Go line by line through the data below and count those that hold "בורלא". Return only the number.

Stored items:
============

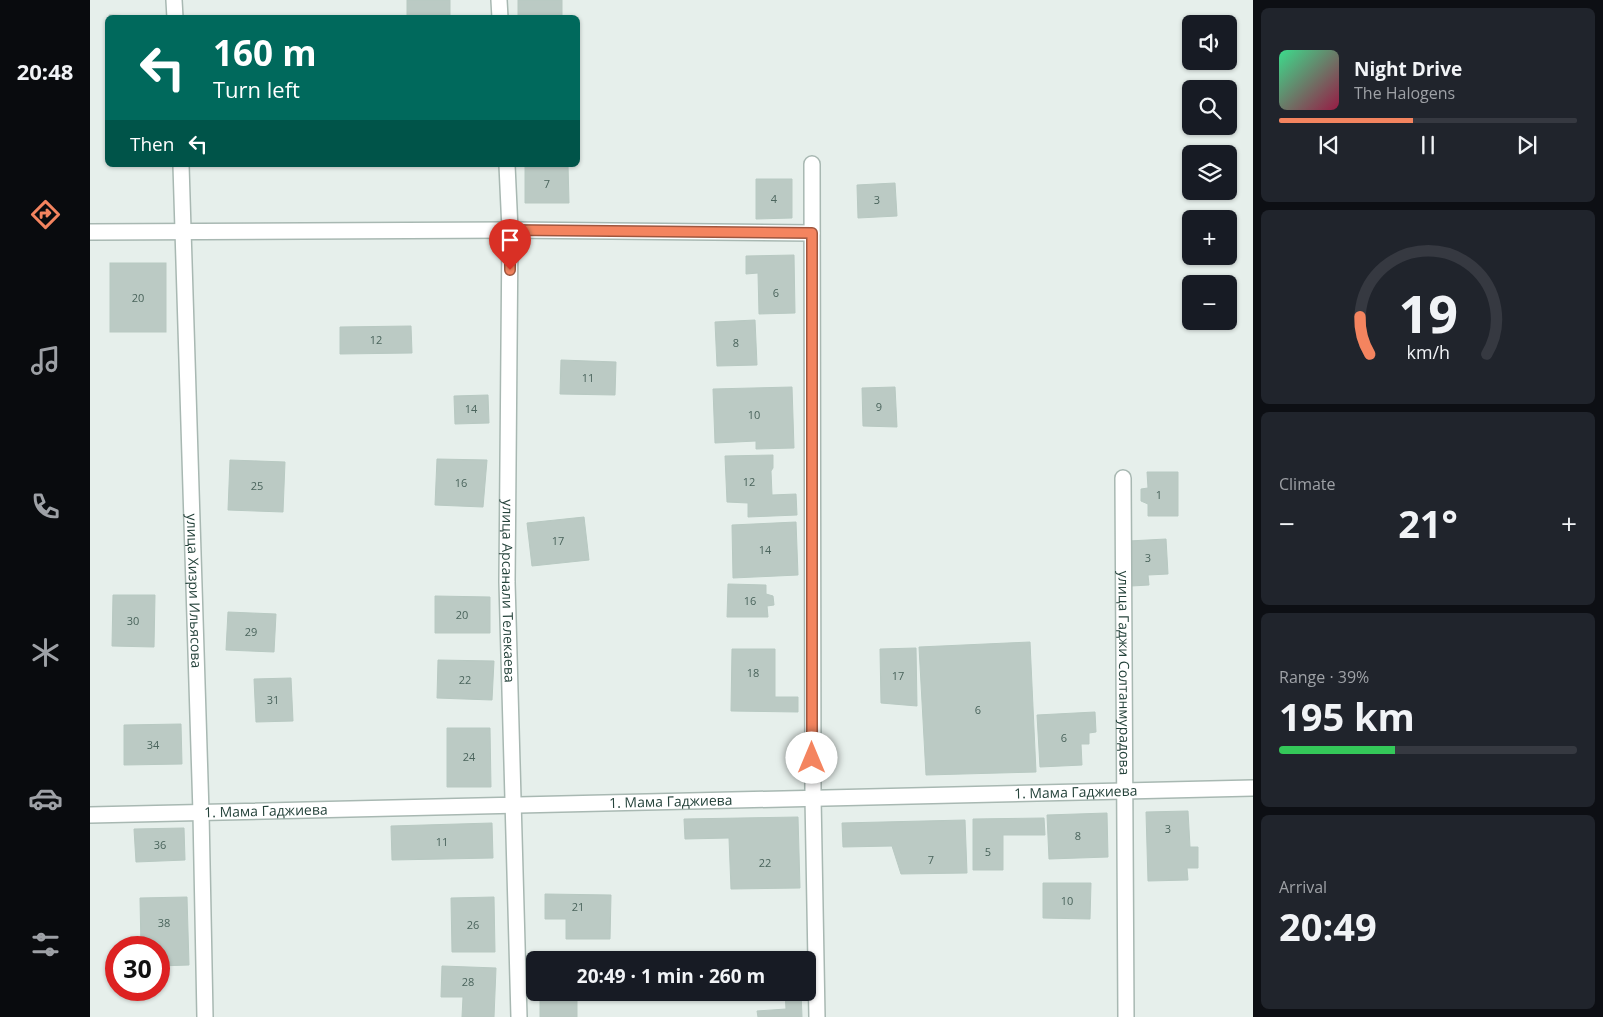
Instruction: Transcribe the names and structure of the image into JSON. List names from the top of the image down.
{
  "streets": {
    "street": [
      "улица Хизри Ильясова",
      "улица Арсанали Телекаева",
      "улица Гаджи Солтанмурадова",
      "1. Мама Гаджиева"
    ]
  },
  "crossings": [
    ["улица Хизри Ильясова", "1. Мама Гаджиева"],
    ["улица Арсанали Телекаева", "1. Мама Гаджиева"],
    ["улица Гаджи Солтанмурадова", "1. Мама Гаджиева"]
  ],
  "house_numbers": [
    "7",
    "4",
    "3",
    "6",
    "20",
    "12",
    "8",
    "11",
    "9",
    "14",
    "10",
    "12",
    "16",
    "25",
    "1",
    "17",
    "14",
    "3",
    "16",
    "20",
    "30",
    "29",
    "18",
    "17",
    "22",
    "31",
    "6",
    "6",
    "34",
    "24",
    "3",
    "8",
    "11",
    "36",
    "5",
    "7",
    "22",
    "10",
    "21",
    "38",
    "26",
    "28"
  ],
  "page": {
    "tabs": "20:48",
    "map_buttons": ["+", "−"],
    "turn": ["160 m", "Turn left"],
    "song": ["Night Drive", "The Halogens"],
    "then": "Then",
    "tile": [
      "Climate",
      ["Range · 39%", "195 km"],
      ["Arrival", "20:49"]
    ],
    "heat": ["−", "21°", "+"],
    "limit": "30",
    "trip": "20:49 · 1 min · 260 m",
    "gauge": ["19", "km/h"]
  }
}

============

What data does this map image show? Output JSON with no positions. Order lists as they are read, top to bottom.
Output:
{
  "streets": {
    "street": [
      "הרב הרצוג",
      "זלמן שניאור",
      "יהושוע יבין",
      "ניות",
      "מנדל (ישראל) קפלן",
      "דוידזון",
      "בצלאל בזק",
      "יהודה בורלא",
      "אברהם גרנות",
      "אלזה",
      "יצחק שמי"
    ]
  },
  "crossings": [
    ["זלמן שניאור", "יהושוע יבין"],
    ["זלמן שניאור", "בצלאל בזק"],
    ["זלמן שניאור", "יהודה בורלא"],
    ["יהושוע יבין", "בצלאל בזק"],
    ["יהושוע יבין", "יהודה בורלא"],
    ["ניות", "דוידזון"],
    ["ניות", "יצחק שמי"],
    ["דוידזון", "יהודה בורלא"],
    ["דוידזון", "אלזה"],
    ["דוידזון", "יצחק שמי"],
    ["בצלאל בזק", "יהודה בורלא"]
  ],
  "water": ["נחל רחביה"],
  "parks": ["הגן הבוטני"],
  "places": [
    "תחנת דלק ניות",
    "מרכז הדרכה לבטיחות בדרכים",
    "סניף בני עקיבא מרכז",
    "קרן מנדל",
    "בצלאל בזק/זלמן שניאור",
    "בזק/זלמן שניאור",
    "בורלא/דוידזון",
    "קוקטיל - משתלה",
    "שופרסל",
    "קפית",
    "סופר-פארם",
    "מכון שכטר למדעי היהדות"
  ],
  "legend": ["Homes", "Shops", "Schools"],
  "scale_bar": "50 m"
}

============

TASK RESPONSE: 6